There's a tradition of ambitious amateurism in progrock that has been both blessing and bane in the genre. When seen in killer groups like Clear Blue Sky, it's propitious; in crap like Deyss and Heavy the World, it's onerous; in attempts like Black Sun Ensemble and Bevis Frond, it's curious and oddly attractive but too often not as praiseworthy as we'd desire. Silver Summit belongs to the lastmost category but has large potential to leap over to the first rank and thenceafter to professionality.
There are crit ventures devoted to this kind of material: the pretty much unreadable Ptolemaic Pterrascope and Exposť magazines as well as the equally scribblous Gnosis website. One can wallow in poorly written doggerel by boneheads there and still not get a clue, despite the fatuous worship rendered by their crews. Silver Summit deserves better than that and will get it here...but not adulation. The group is actually a duo, David Shawn Bosler and Sondra Sun-Odean, who are roaringly 70s slanted, taking in the Incredible String Band, Popul Vuh, Organic Soundscape Music, and maybe even echoes of Dzyan. The lyrics faintly hark back to early T.Rex, and the CD's an orgy of druidically psychedelic music aided by friends and associates, including Fern Knight's delicious Margaret Wienk on cello, helping two cuts tremendously in an album dripping with Turkish tapestries, lush drapery, opium states, paisley, and dark medievalism.

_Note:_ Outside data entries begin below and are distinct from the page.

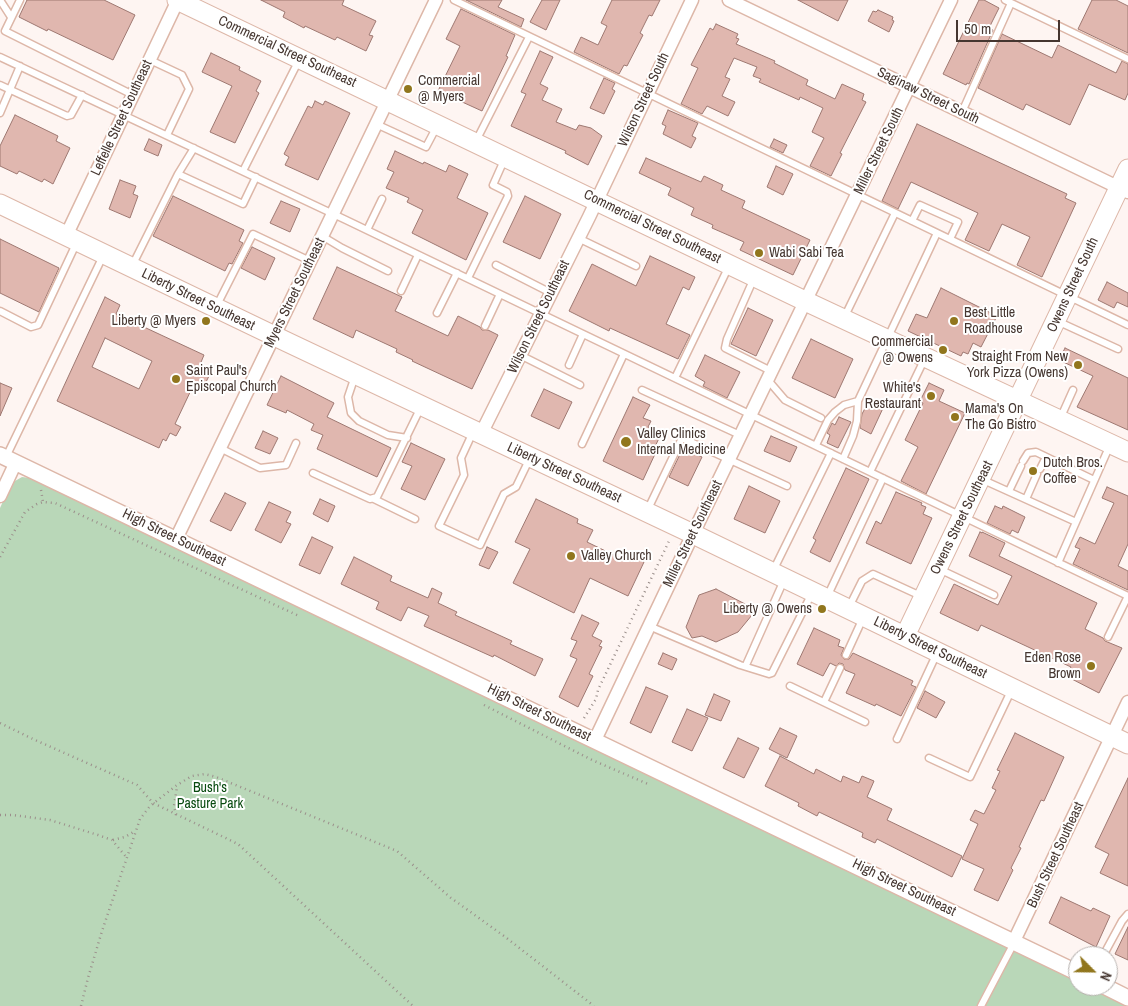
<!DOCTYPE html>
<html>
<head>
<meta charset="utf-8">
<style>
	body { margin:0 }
	#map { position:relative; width:1128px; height:1006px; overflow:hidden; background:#fef5f2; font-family:"Archivo Narrow",sans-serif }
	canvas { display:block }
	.north { position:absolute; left:1068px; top:946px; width:50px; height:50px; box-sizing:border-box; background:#fff; border:1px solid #b5afac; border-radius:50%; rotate:113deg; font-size:14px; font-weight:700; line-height:20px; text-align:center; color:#453630 }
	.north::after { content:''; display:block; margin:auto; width:18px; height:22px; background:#91761d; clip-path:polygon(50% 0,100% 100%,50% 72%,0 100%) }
	.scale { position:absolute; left:956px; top:20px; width:104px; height:22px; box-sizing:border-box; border:2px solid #453630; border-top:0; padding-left:6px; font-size:15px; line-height:18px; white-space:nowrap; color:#453630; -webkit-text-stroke:4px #fff; paint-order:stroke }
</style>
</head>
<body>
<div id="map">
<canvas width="1128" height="1006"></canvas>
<div class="north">N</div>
<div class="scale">50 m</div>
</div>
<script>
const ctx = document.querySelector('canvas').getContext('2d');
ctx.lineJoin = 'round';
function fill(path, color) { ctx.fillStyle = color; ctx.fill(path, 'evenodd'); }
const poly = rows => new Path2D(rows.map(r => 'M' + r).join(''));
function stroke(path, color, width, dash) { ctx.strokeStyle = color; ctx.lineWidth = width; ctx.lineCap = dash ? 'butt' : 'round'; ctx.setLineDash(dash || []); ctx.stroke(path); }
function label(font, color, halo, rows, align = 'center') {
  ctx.font = font + ' "Archivo Narrow",sans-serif'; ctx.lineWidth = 4; ctx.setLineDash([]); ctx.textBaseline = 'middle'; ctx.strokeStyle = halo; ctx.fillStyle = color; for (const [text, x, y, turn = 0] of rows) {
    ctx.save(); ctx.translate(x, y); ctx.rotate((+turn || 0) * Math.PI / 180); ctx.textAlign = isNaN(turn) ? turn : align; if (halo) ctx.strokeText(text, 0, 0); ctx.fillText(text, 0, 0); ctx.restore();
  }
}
const green = poly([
	[22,477,30,478,37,481,1035,960,1078,981,1078,986,1088,986,1128,1006,0,1006,0,508,10,486,15,481]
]);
const building = poly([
	[27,0,104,0,135,15,113,60,48,29,47,31,19,17,27,0],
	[261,0,344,0,342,5,376,21,369,35,373,36,366,51,337,37,335,40,305,26,304,28,283,17,285,12,261,0],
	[466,0,502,0,498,7,524,19,521,27,466,0],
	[542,0,560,0,546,30,530,22,542,0],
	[612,0,660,0,652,16,649,15,640,33,643,35,627,66,624,65,619,74,574,52,581,37,598,45,607,26,601,23,612,0],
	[798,0,848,0,838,21,798,0],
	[979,0,984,0,999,8,989,28,993,30,969,84,967,83,966,85,943,74,979,0],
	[1092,0,1116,0,1128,6,1128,53,1078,29,1092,0],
	[461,9,515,35,506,56,508,57,482,111,438,91,460,46,446,39,461,9],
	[878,10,893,17,892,20,894,21,889,32,868,21,873,11,876,12,878,10],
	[716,24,738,34,736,38,739,39,736,44,775,61,774,63,808,80,806,85,835,99,842,84,864,94,862,100,866,102,840,153,842,154,831,176,810,166,824,138,812,132,823,108,800,97,799,100,759,82,761,79,753,76,757,67,734,58,725,77,730,79,722,96,735,102,728,116,707,106,702,114,681,104,698,68,691,65,710,28,713,30,716,24],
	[1002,34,1052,58,1058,45,1116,73,1122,61,1128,64,1128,93,1125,100,1089,84,1070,125,1026,104,1023,110,978,88,1002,34],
	[540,51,553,57,540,84,548,88,542,100,562,109,556,122,576,130,579,125,591,128,602,136,588,165,565,153,566,151,511,126,526,94,521,92,540,51],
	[211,53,240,67,239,70,261,81,256,91,259,93,235,143,210,132,232,86,202,72,211,53],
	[604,78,615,83,612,89,615,91,604,114,590,108,604,78],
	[315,101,323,105,325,101,350,113,318,180,285,165,289,157,284,154,308,106,312,108,315,101],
	[668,110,698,123,692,136,696,138,691,148,663,134,666,126,662,124,668,110],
	[15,115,58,136,56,141,70,148,53,184,44,179,42,182,19,171,17,174,0,166,0,146,15,115],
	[917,124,1067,194,1065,198,1076,203,1042,277,1017,265,1030,237,1002,224,989,251,965,240,978,213,911,182,898,209,882,201,917,124],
	[149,139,162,145,158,156,144,150,149,139],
	[774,139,787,145,783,153,770,147,774,139],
	[395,151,423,164,424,162,446,172,449,165,468,174,457,198,488,213,466,260,412,233,423,210,407,202,409,198,386,188,394,172,387,169,395,151],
	[646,158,701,182,704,176,723,185,721,190,745,201,742,208,810,240,793,275,740,250,744,242,712,228,713,225,691,215,694,208,668,195,671,188,639,173,646,158],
	[776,166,793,174,783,195,767,187,776,166],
	[120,180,136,186,133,194,138,196,130,218,109,209,120,180],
	[173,196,244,230,239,241,243,243,232,264,229,263,225,271,153,236,173,196],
	[525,196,561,214,540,259,503,242,525,196],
	[281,201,300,209,290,232,270,223,281,201],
	[0,239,59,268,39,312,0,293,0,239],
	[252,247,275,258,265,280,241,268,252,247],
	[650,256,695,277,689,290,683,287,666,324,690,335,678,359,610,328,609,331,569,311,592,264,636,286,650,256],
	[337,267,402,297,395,311,448,336,458,316,480,327,482,330,488,330,498,335,472,389,412,361,413,360,396,352,397,349,356,330,353,338,313,319,337,267],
	[1107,282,1128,293,1128,307,1117,302,1114,308,1098,300,1107,282],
	[941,288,997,316,981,347,973,343,968,354,963,352,961,356,908,331,916,314,927,318,941,288],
	[105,297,120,305,116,314,204,355,199,367,211,372,202,390,193,386,175,424,181,427,176,436,170,433,166,441,163,439,159,448,57,401,105,297],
	[105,338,152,361,139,389,92,367,105,338],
	[748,308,773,320,756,356,731,344,748,308],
	[811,339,853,359,835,398,792,378,811,339],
	[1065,348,1128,378,1128,430,1077,407,1093,376,1059,360,1065,348],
	[705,355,740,372,727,398,703,386,705,382,695,376,705,355],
	[281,376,334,403,327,417,391,448,377,477,317,449,323,435,311,430,314,424,287,410,286,413,267,405,281,376],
	[0,383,12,388,0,416,0,383],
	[929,383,944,390,939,401,965,413,926,494,901,481,918,447,905,440,923,403,920,401,929,383],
	[544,389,572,402,559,429,531,416,544,389],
	[633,397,650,405,643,418,651,421,648,427,661,434,652,453,655,454,643,480,603,461,633,397],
	[870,399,884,406,871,434,860,428,862,414,870,399],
	[839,417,851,422,838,448,827,443,830,435,827,433,832,423,835,425,839,417],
	[263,431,278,438,270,454,255,448,263,431],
	[771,436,797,447,790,462,764,451,771,436],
	[411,443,445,459,425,500,401,489,412,466,402,462,411,443],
	[683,448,702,457,688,486,669,477,683,448],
	[846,468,869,479,830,562,810,552,816,540,813,538,846,468],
	[749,486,780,501,765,533,734,519,749,486],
	[1107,487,1128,496,1128,544,1118,566,1128,571,1128,590,1073,564,1080,549,1075,547,1080,537,1095,544,1114,503,1102,498,1107,487],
	[896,492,922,503,921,505,926,507,923,514,932,518,911,564,866,543,876,521,881,524,896,492],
	[225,493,246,503,231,531,210,521,225,493],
	[320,499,335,506,328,522,313,514,320,499],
	[536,499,578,519,577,523,593,530,587,542,622,559,625,553,644,562,628,596,590,578,574,613,513,583,530,549,515,542,536,499],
	[269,502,291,512,286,522,291,524,281,543,255,530,269,502],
	[995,506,1002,509,1003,506,1025,517,1018,533,1012,530,1010,534,987,523,995,506],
	[980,532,982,533,982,532,1005,543,999,556,1097,603,1085,629,1103,638,1105,641,1122,648,1099,693,1066,676,1071,667,981,625,978,631,940,613,954,584,998,605,1012,576,969,556,980,532],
	[312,537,333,547,320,574,299,565,312,537],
	[487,547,498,552,489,569,479,565,487,547],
	[354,557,392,576,390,581,428,598,432,588,442,593,438,603,457,612,455,615,512,641,510,644,543,659,535,676,494,655,493,657,424,626,429,616,408,607,401,621,376,609,379,602,341,584,354,557],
	[716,589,747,605,752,615,738,632,716,642,702,636,692,638,686,627,699,595,716,589],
	[582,615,599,623,592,636,602,641,599,646,602,647,589,674,593,676,578,707,559,697,577,659,570,656,577,641,571,639,582,615],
	[814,628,840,640,838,646,844,648,841,655,844,659,849,659,853,653,913,681,911,685,916,687,901,716,876,704,875,706,846,693,855,674,845,670,843,664,839,663,836,666,830,663,823,676,797,664,814,628],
	[663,653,677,659,672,670,658,664,663,653],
	[646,687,668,696,651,733,630,723,646,687],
	[925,691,945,702,936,718,917,708,925,691],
	[714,694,730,701,721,721,705,715,714,694],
	[687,709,708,718,692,751,672,742,687,709],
	[780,728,797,736,787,758,769,749,780,728],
	[1015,733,1064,757,1044,801,1041,800,1019,847,1021,848,1011,868,1013,870,998,901,974,890,984,869,962,859,978,824,970,820,975,810,984,814,996,790,992,788,1000,771,997,770,1015,733],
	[738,738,759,748,744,778,723,768,738,738],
	[780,756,814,774,816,769,841,782,843,776,859,783,862,776,874,781,867,797,892,809,887,820,962,856,952,877,877,839,875,843,862,837,863,833,819,812,817,816,798,806,799,803,765,786,780,756],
	[1128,778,1128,886,1100,873,1109,854,1095,847,1128,778],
	[1061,897,1091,911,1093,908,1110,916,1096,947,1049,923,1061,897],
	[1128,927,1128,960,1115,954,1128,927]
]);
const path = poly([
	[41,490,43,502],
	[0,557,25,512,37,504,43,502,55,503,299,616],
	[484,705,592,760,648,784],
	[584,718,596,699,598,690,669,541],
	[0,723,35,740,137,785,153,803,238,844,413,1006],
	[0,815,13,815,50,820,98,835,112,840,127,858],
	[176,815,174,806,177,787],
	[113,840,125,837,135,831],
	[1080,987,1091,992],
	[81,1006,88,978,102,931,140,819,150,806,177,785,192,776,205,774,216,777,397,851,451,898,504,936,594,1006]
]);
const service = poly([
	[0,0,11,17],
	[20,0,5,31,133,95],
	[454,0,1128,325],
	[1005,0,1128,59],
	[0,57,346,220,1128,596],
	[150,60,182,75,189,89,167,135],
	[0,85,67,116,71,115,82,95],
	[962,112,1011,3],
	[0,113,20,66],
	[376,124,426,147,436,128],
	[476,141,529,37],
	[243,171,299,60],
	[178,174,194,148],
	[912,221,920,205,958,222,950,239],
	[367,230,382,199],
	[322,236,342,248,388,271],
	[578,238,636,266],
	[496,265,551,293],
	[132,266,178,174,243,204,256,177],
	[468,278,508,196,507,192,493,185,505,158],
	[754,278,727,339,725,348,771,371],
	[401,291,418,255],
	[216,307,253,234,310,261],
	[0,311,31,327,38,325,76,244],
	[437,313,457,273],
	[844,318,895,213],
	[1057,321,1118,349],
	[485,326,500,294],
	[520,355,580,385],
	[569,365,583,334],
	[355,376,348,397,351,413,359,421,388,435,407,438],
	[675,378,729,266],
	[767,379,785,400,821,418],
	[642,390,740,435],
	[1060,419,1073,390],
	[473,432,461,458,464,475,439,526,480,545,504,494,516,487,530,458],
	[582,444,624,354],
	[816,445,828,420,835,412,844,405,858,401],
	[220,448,260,468,286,465,296,443],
	[6,457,103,256],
	[843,459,853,436,857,421,858,401,937,233],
	[1023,461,1028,453,1036,452,1094,480],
	[1040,469,1046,457],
	[870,472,925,358],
	[313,473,370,499,377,497,421,407],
	[981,479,1076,522],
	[1009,491,1021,466],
	[374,499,415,519],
	[1026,499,1037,474],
	[647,511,682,438,787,486],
	[1058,563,1110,445],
	[939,569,994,595],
	[773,571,831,453],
	[827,597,883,478],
	[849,607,862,581,873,574,923,597],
	[649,626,740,665,769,674,772,673,812,593],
	[1108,637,1128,596],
	[846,655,863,618],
	[746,665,784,580],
	[790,686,865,722],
	[824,702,840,668],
	[897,739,937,653],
	[929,758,970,777,1012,689],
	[1103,956,1122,921,1128,914],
	[981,1006,1014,943]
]);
const minor = poly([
	[729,0,1128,192],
	[66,236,178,0],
	[481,434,589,217,692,0],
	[0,496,16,462],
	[176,539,436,0],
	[595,740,702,515,951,0],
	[1014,941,1128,702]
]);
const tertiary = poly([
	[0,455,1078,973],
	[1104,986,1128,998]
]);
const primary = poly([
	[177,0,805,301,1128,452],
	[0,204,287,342,693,534,1128,744],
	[905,636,1128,169]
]);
const markers = [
	[408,89,5,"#91761d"],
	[759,253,5,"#91761d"],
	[206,321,5,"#91761d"],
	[954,321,5,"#91761d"],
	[943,350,5,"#91761d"],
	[1078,365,5,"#91761d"],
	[176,379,5,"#91761d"],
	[931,396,5,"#91761d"],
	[955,417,5,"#91761d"],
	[626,442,6,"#91761d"],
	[1033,471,5,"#91761d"],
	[571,556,5,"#91761d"],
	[822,609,5,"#91761d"],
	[1091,666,5,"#91761d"]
];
const streetNames = [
	["Commercial Street Southeast",287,52,25],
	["Saginaw Street South",928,96,26],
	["Wilson Street South",644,100,-65],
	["Leffelle Street Southeast",122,118,-65],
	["Miller Street South",879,151,-64],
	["Commercial Street Southeast",652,227,26],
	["Owens Street South",1073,285,-65],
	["Myers Street Southeast",295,293,-64],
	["Liberty Street Southeast",198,300,26],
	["Wilson Street Southeast",539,317,-64],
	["Liberty Street Southeast",564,473,25],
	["Owens Street Southeast",962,518,-64],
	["Miller Street Southeast",693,534,-64],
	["High Street Southeast",174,538,26],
	["Liberty Street Southeast",930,648,26],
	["High Street Southeast",539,713,26],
	["Bush Street Southeast",1056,855,-65],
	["High Street Southeast",904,888,26]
];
const poiNames = [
	["Commercial",418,81],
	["@ Myers",418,97],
	["Wabi Sabi Tea",769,253],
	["Best Little",964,313],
	["Roadhouse",964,329],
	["Liberty @ Myers",196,321,"right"],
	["Commercial",933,342,"right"],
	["@ Owens",933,358,"right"],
	["Straight From New",1068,357,"right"],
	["York Pizza (Owens)",1068,373,"right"],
	["Saint Paul's",186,371],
	["Episcopal Church",186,387],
	["White's",921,388,"right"],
	["Restaurant",921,404,"right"],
	["Mama's On",965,409],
	["The Go Bistro",965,425],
	["Valley Clinics",637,434],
	["Internal Medicine",637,450],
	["Dutch Bros.",1043,463],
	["Coffee",1043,479],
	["Valley Church",581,556],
	["Liberty @ Owens",812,609,"right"],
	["Eden Rose",1081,658,"right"],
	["Brown",1081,674,"right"]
];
const parkNames = [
	["Bush's",210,788],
	["Pasture Park",210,804]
];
fill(green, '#b9d7b8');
fill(building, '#e0b7af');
stroke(building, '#9e7871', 1);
stroke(service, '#ddb7a8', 9);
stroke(minor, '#ddb7a8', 15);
stroke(tertiary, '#ddb7a8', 18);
stroke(primary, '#ddb7a8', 21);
stroke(path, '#9b8f8b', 2.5, [1, 4]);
stroke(service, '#fff', 6);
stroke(minor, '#fff', 12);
stroke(tertiary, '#fff', 15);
stroke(primary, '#fff', 19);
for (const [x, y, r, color] of markers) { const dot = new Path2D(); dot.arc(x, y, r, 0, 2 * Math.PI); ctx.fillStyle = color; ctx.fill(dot); stroke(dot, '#fff', 2); }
label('14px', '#453630', '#fff', streetNames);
label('14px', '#453630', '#fff', poiNames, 'left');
label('14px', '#094b10', '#fff', parkNames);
</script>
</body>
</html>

Silver Summit shines resplendently on Apple Tree, anchored by Wienk, but Music in the Afterlife and the opening tunes are a tad sloppy, prey to the shortcomings seen long ago in LPs like Harumi's one-off and the later uneven fare of Black Sun Ensemble. The second half, however, tightens that up rather nicely.
Wienk appears again in Acadia, another great track, and that's the key: this duet needs firm guidance in order to bring its own virtues out most properly. Production, too often just the estate of carpetbagging moneymen, is a very important aspect of music. Minus discipline, many groups become too self-indulgent, hamstringing or diluting themselves. The two Wienk-augmented cuts demonstrate that with crystal clarity: stunningly good, worthy of 4AD, Editions EG, early Charisma. To give Silver Summit it's due, what they're trying to pull off isn't easy, rarely done (labelmates Festival match Even in the Light here), though it's seeing a very slow semi-renaissance lately, and that's exactly why it requires excruciatingly aesthetic overseerage. They're capable of it, as in Valentine (with what appears to be a mellotron background), but stick Margaret Wienks in the ensemble, or at least have her produce (and play) on their next release, and we'll see a CD that'll turn heads, bend ears, and blow minds…calmly, sedately, but affectively.